How to complete this task: Copy every record exactly.

------ Source material

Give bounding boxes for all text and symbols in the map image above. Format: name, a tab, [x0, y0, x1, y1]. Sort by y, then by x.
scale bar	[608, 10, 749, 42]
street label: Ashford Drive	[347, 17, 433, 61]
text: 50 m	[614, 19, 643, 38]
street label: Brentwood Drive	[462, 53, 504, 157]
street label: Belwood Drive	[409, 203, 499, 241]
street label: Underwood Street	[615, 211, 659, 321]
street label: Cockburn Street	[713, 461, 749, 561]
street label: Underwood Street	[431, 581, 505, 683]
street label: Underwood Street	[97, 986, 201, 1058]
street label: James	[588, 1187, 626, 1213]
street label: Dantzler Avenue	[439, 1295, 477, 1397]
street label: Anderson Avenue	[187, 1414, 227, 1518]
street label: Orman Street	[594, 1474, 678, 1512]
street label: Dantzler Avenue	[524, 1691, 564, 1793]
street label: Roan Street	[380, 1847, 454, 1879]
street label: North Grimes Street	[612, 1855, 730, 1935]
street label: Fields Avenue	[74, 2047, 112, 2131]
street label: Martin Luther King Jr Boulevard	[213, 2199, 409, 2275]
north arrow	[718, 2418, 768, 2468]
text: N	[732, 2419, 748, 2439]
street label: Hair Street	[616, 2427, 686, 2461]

------------

Finished exercise:
Give bounding boxes for all text and symbols in the map image above. Format: name, a tab, [x0, y0, x1, y1]. Sort by y, then by x.
scale bar	[608, 10, 749, 42]
street label: Ashford Drive	[347, 17, 433, 61]
text: 50 m	[614, 19, 643, 38]
street label: Brentwood Drive	[462, 53, 504, 157]
street label: Belwood Drive	[409, 203, 499, 241]
street label: Underwood Street	[615, 211, 659, 321]
street label: Cockburn Street	[713, 461, 749, 561]
street label: Underwood Street	[431, 581, 505, 683]
street label: Underwood Street	[97, 986, 201, 1058]
street label: James	[588, 1187, 626, 1213]
street label: Dantzler Avenue	[439, 1295, 477, 1397]
street label: Anderson Avenue	[187, 1414, 227, 1518]
street label: Orman Street	[594, 1474, 678, 1512]
street label: Dantzler Avenue	[524, 1691, 564, 1793]
street label: Roan Street	[380, 1847, 454, 1879]
street label: North Grimes Street	[612, 1855, 730, 1935]
street label: Fields Avenue	[74, 2047, 112, 2131]
street label: Martin Luther King Jr Boulevard	[213, 2199, 409, 2275]
north arrow	[718, 2418, 768, 2468]
text: N	[732, 2419, 748, 2439]
street label: Hair Street	[616, 2427, 686, 2461]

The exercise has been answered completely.